#**🎯 STEP 1 — Prompt Embeddings**

**📍 1.1 — Install required libraries**

In [None]:
!pip install transformers accelerate torchaudio plotly scikit-learn --quiet

**📍 1.2 — Import libraries and set up device**

In [None]:
import torch
import numpy as np
import matplotlib.pyplot as plt
from transformers import ClapProcessor, ClapModel
from sklearn.decomposition import PCA
from sklearn.manifold import TSNE
import plotly.express as px

import warnings
warnings.filterwarnings("ignore")

device = torch.device("cuda" if torch.cuda.is_available() else "cpu")

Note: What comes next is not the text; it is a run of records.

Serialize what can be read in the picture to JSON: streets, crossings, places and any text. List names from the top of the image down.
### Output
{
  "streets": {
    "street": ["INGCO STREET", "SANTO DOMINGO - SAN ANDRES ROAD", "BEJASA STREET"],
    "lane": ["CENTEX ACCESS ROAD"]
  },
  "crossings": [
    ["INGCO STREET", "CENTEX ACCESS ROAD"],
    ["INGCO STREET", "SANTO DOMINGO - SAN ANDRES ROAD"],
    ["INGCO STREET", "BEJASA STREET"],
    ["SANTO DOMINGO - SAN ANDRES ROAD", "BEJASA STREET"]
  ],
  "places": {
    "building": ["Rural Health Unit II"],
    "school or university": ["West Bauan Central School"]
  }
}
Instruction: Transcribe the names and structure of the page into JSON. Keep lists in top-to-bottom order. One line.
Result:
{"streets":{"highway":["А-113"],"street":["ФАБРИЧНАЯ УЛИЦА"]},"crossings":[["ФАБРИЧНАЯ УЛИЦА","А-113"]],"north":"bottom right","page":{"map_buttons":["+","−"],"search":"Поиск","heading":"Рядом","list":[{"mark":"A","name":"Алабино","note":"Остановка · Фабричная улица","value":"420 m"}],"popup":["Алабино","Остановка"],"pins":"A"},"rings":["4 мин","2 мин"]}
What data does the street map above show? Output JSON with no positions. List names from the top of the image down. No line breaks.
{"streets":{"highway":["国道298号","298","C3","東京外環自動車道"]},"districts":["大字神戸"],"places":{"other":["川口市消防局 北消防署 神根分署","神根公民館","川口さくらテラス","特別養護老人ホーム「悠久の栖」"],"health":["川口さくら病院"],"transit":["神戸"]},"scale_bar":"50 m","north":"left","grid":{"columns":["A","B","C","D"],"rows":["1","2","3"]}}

**📍 1.3 — Load CLAP model and processor**

In [None]:
processor = ClapProcessor.from_pretrained("laion/clap-htsat-unfused")
model_clap = ClapModel.from_pretrained("laion/clap-htsat-unfused").to(device)

**📍 1.4 — Define prompts and semantic labels**

In [None]:
prompt_data = [
    {"prompt": "a soft bell", "label": "soft"},
    {"prompt": "a mellow flute tone", "label": "soft"},
    {"prompt": "a gentle whisper", "label": "soft"},
    {"prompt": "a harsh buzzer", "label": "harsh"},
    {"prompt": "a robotic beep", "label": "harsh"},
    {"prompt": "a metallic grinding", "label": "harsh"},
    {"prompt": "a digital chime", "label": "digital"},
    {"prompt": "a pulsing tone", "label": "digital"},
    {"prompt": "an alien pulse", "label": "digital"},
]

**📍 1.5 — Extract CLAP embeddings**

In [None]:
embeddings = []
labels = []
prompts = []

for example in prompt_data:
    inputs = processor(text=example["prompt"], return_tensors="pt").to(device)
    with torch.no_grad():
        emb = model_clap.get_text_features(**inputs).squeeze()
    embeddings.append(emb.cpu().numpy())
    labels.append(example["label"])
    prompts.append(example["prompt"])

X = np.vstack(embeddings)
print("✅ Extracted embeddings shape:", X.shape)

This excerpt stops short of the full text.